» **EXERCISE PROMPT**: Pictures stay out of the copy; set down each line of the listing below exactly.

══════════════════════════════

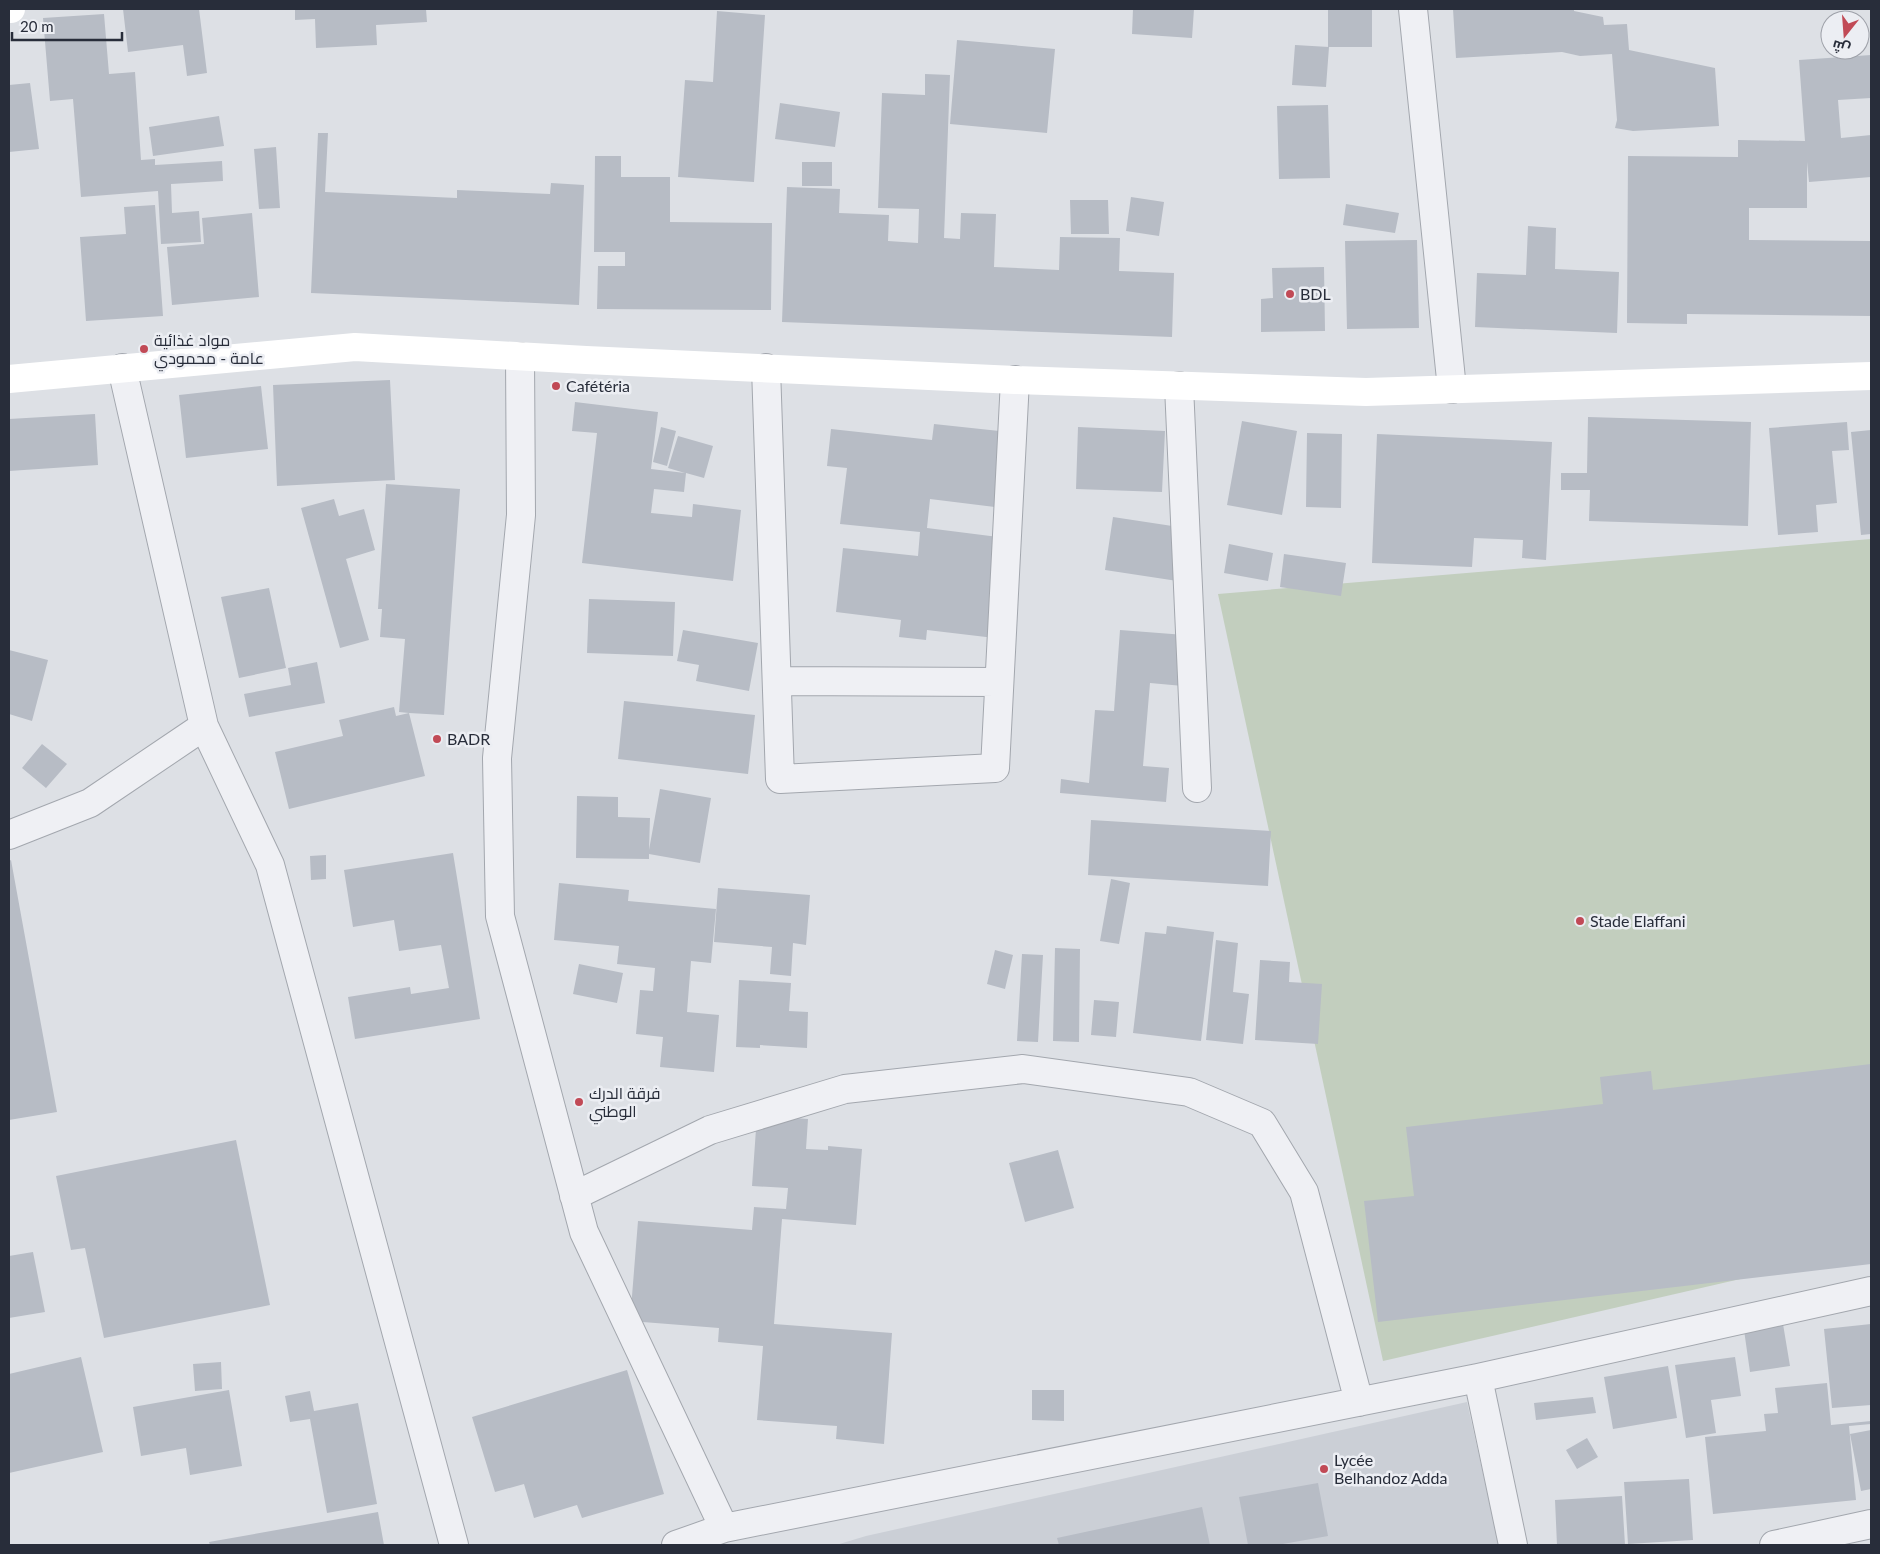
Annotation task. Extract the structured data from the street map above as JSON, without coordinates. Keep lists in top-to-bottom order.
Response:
{
  "places": [
    "BDL",
    "مواد غذائية عامة - محمودي",
    "Cafétéria",
    "BADR",
    "Stade Elaffani",
    "فرقة الدرك الوطني",
    "Lycée Belhandoz Adda"
  ],
  "scale_bar": "20 m",
  "north": "bottom"
}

══════════════════════════════

» **OUTPUT OF THE TASK**:
Annotation task. Extract the structured data from the street map above as JSON, without coordinates. Keep lists in top-to-bottom order.
Response:
{
  "places": [
    "BDL",
    "مواد غذائية عامة - محمودي",
    "Cafétéria",
    "BADR",
    "Stade Elaffani",
    "فرقة الدرك الوطني",
    "Lycée Belhandoz Adda"
  ],
  "scale_bar": "20 m",
  "north": "bottom"
}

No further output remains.